Untitled Essay, Research Paper

The Rise of Gladiatorial Combat

Gladiatorial contests (munera gladitoria), hold a central place in our perception

of Roman behavior. They were also a big influence on how Romans themselves

ordered their lives. Attending the games was one of the practices that went

with being a Roman. The Etruscans who introduced this type of contest in

the sixth century BC, are credited with its development but its the Romans

who made it famous. A surviving feature of the Roman games was when a gladiator

fell he was hauled out of the arena by a slave dressed as the Etruscan

death-demon Charun. The slave would carry a hammer which was the demon’s

attribute. Moreover, the Latin term for a trainer-manager of gladiators

(lanista), was believed to be an Etruscan word. (4:50) Gladiators of Ancient

Rome lived their lives to the absolute fullest.

Gladiatorial duels had originated from funeral games given in order to satisfy

the dead man’s need for blood, and for centuries their principle occasions

were funerals. The first gladiatorial combats therefore, took place at the

graves of those being honored, but once they became public spectacles they

moved into amphitheaters. (2:83) As for the gladiators themselves, an aura

of religious sacrifice continued to hang about their combats. Obviously most

spectators just enjoyed the massacre without any remorseful reflections.

Even ancient writers felt no pity, they were aware that gladiators had originated

from these holocausts in honor of the dead. What was offered to appease the

dead was counted as a funeral rite. It is called munus (a service) from being

a service due. The ancients thought that by this sort of spectacle they rendered

a service to the dead, after they had made it a more cultured form of cruelty.

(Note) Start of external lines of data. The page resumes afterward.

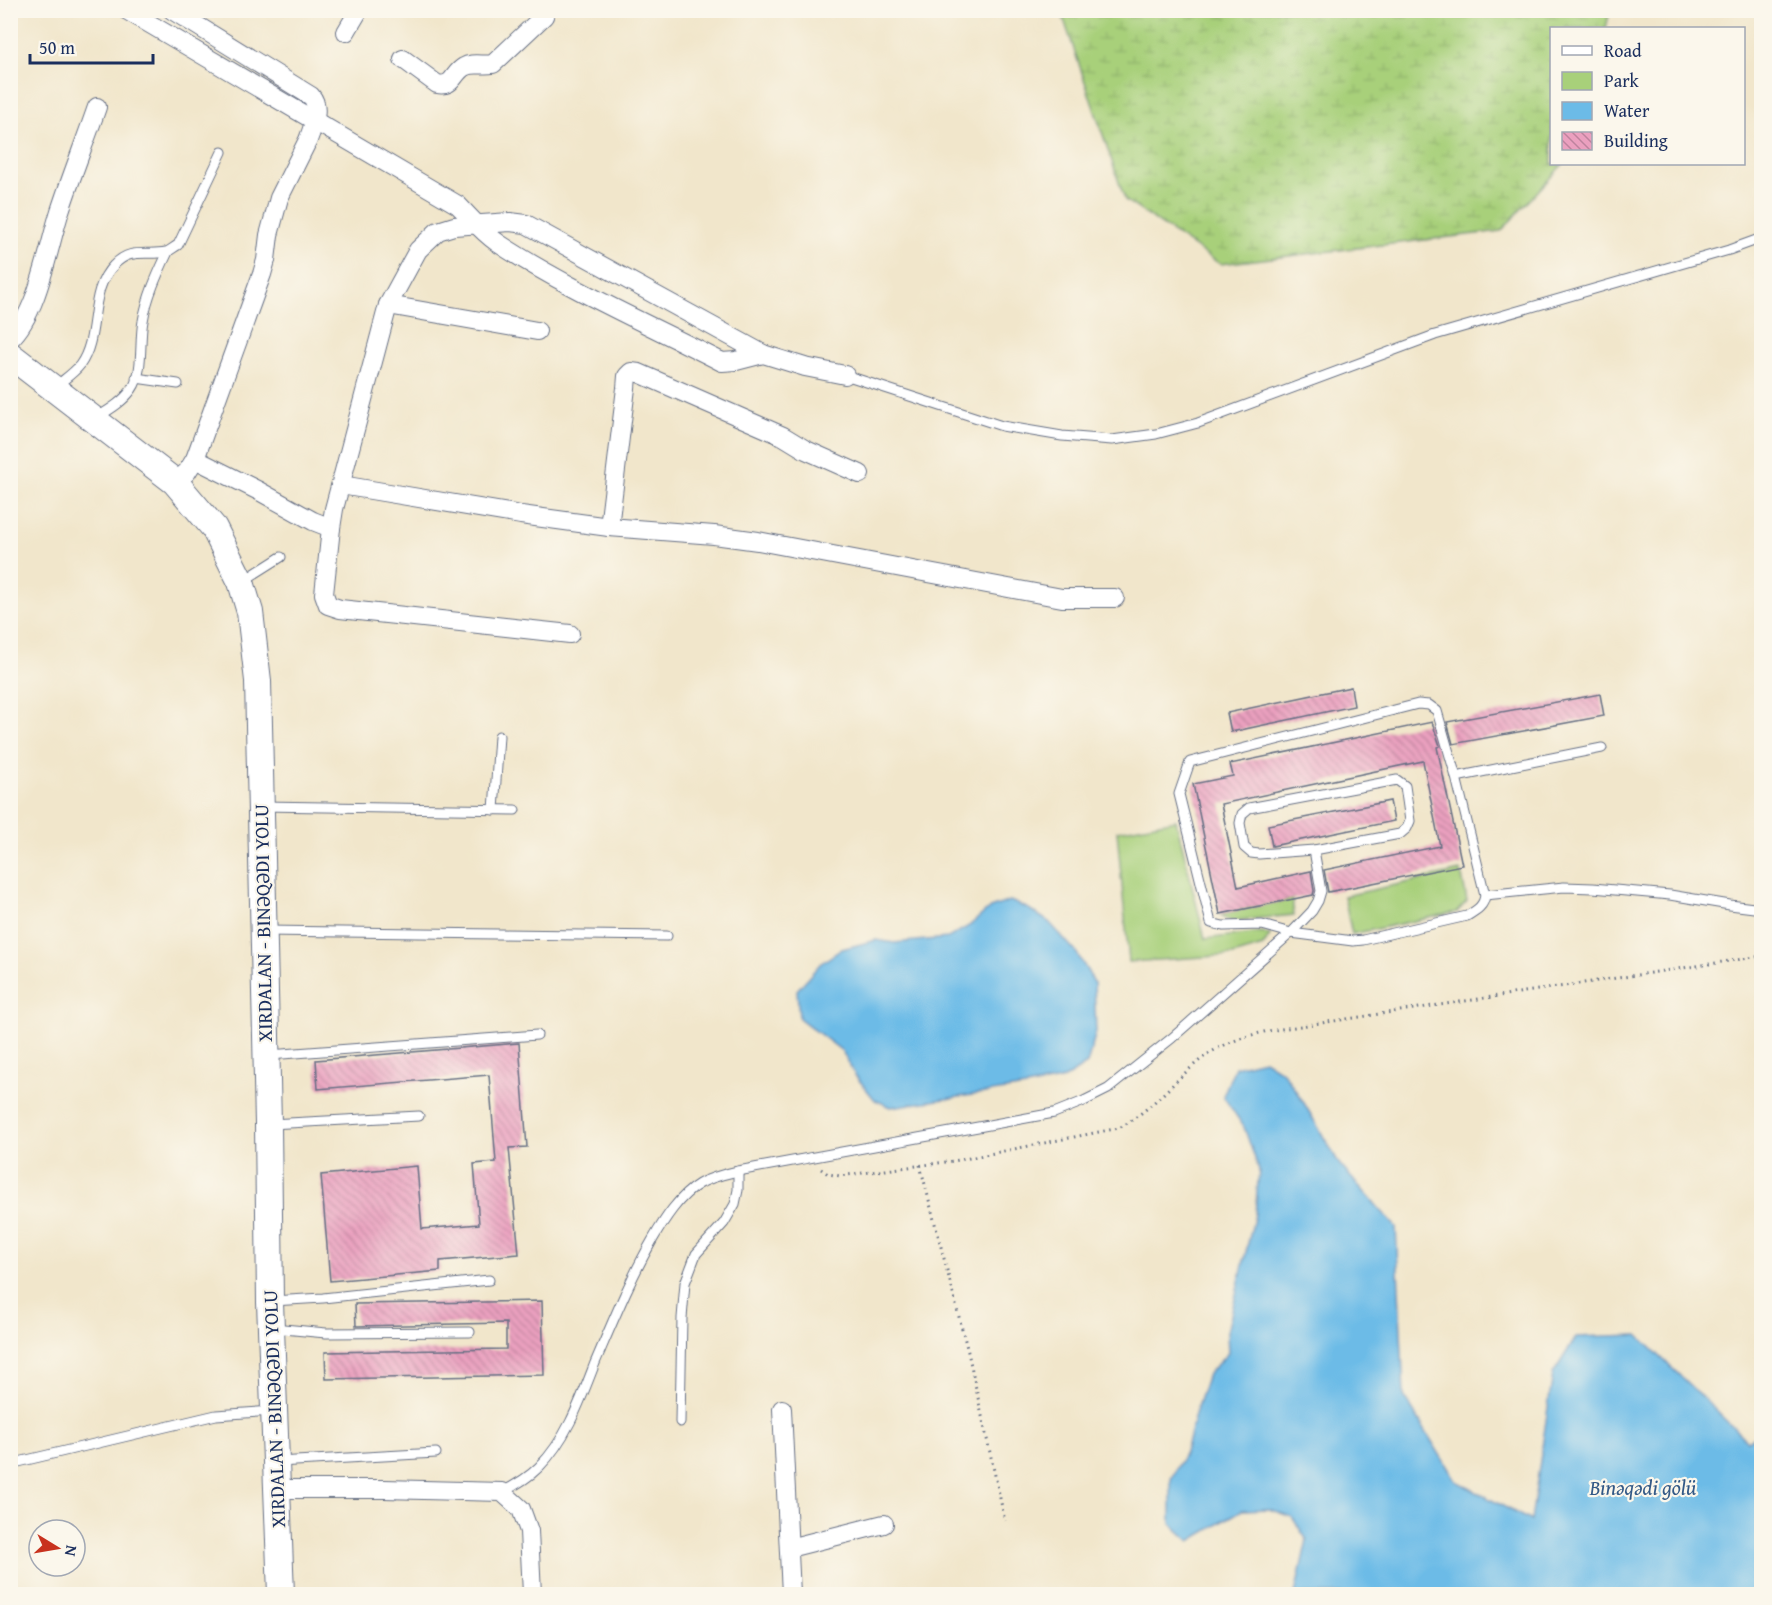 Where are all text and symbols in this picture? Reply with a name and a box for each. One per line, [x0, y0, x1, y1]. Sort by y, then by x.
scale bar [30, 27, 153, 65]
legend [1550, 27, 1745, 165]
text: 50 m [39, 34, 75, 61]
text: Road [1604, 37, 1642, 64]
text: Park [1604, 67, 1640, 94]
text: Water [1604, 97, 1650, 124]
text: Building [1604, 127, 1668, 154]
street label: XIRDALAN - BINƏQƏDI YOLU [246, 804, 279, 1042]
street label: XIRDALAN - BINƏQƏDI YOLU [255, 1289, 292, 1529]
water label: Binəqədi gölü [1588, 1472, 1697, 1503]
north arrow [27, 1518, 87, 1578]
text: N [59, 1543, 85, 1559] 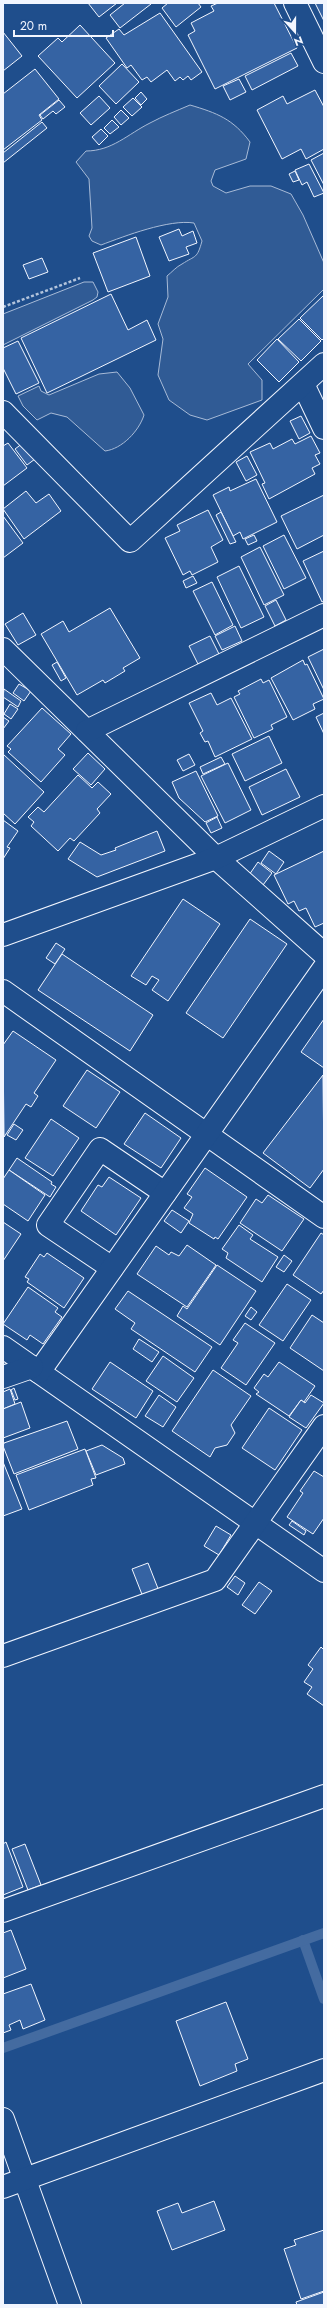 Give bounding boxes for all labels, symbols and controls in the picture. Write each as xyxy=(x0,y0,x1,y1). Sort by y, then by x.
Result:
scale bar xyxy=(14,12,113,38)
north arrow xyxy=(275,12,315,52)
text: 20 m xyxy=(20,17,47,35)
text: N xyxy=(292,32,306,50) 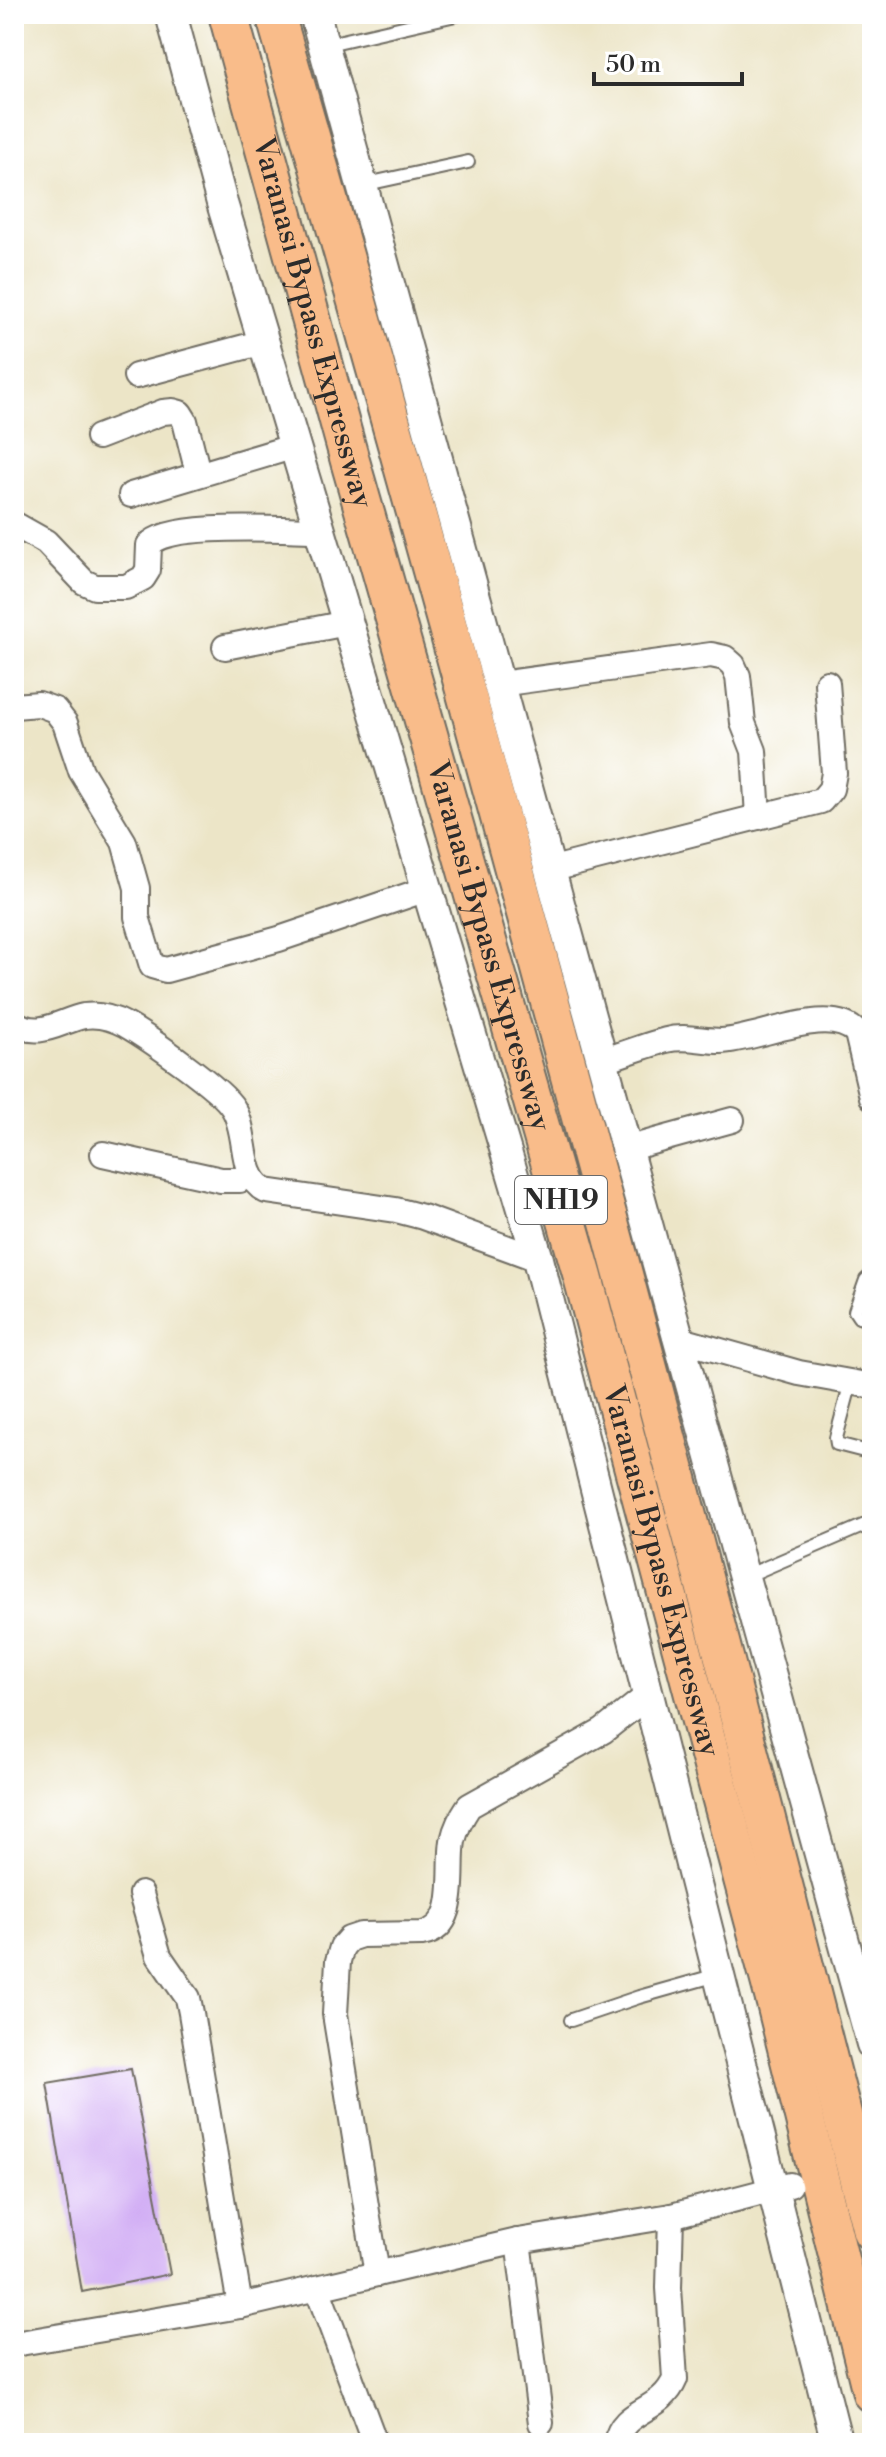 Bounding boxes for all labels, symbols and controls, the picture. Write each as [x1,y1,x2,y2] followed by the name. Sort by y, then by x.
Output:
[594,36,742,86] scale bar
[606,50,661,80] text: 50 m
[243,132,382,513] street label: Varanasi Bypass Expressway
[417,756,559,1136] street label: Varanasi Bypass Expressway
[515,1176,607,1224] road number: NH19
[593,1380,729,1761] street label: Varanasi Bypass Expressway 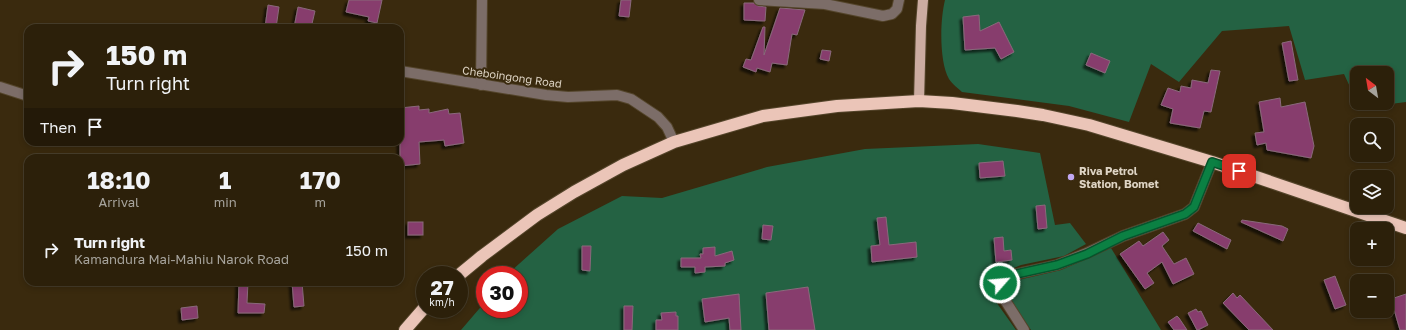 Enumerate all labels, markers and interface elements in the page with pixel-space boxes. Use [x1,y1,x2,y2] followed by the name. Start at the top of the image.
[106,38,187,71] text: 150 m
[40,40,92,92] icon: right
[461,63,563,90] street label: Cheboingong Road
[1350,66,1394,110] north arrow
[1350,66,1394,318] map controls
[106,72,190,94] text: Turn right
[84,116,106,138] icon: arrive
[40,118,76,136] text: Then
[1350,118,1394,162] button: search
[1222,154,1256,188] pin
[1228,160,1250,182] icon: arrive
[1079,164,1159,190] place label: Riva Petrol Station, Bomet
[87,165,151,194] text: 18:10
[219,165,231,194] text: 1
[300,165,341,194] text: 170
[1350,170,1394,214] button: layers
[1066,172,1076,182] marker: Riva Petrol Station, Bomet
[98,194,139,210] text: Arrival
[214,194,237,210] text: min
[315,194,326,210] text: m
[1350,222,1394,266] button: +
[74,233,145,251] text: Turn right
[40,239,62,261] icon: right
[346,241,388,259] text: 150 m
[74,251,289,267] text: Kamandura Mai-Mahiu Narok Road
[979,262,1021,304] position arrow
[476,266,528,318] speed limit sign: 30
[1350,274,1394,318] button: −
[430,275,454,299] text: 27
[429,296,455,308] text: km/h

The belief was that the souls of the dead are appeased with human blood,

they use to sacrifice captives or slaves of poor quality at funerals. Afterwards

it seemed good to obscure their impiety by making it a pleasure. (6:170)

So after the acquired person had been trained to fight as best they can,

their training was to learn to be killed! For such reasons gladiators were

sometimes known as bustuarii or funeral men. Throughout many centuries of

Roman history, these commemorations of the dead were still among the principle

occasions for such combats. Men writing their wills often made provisions

for gladiatorial duels in connection with their funerals. Early in the first

century AD, the people of Pollentia forcibly prevented the burial of an official,

until his heirs had been compelled to provide money for a gladiators’

show. (1:174)

It was in Campania and Lucania that the gladiatorial games came to their

full development and took on their classical form. In these new surroundings

they took root and flourished, as can be seen in fourth century BC, tomb

paintings. These pictures show helmeted gladiators carrying shields and lances,

covered with wounds and dripping with blood. (2:84) For Rome a decisive moment

in gladiatorial history was reached in 246 BC, the year when the first Punic

War began. At the funeral of Brutus Pera, his two sons for the first time

exhibited, in the cattle market, three simultaneous gladiatorial combats.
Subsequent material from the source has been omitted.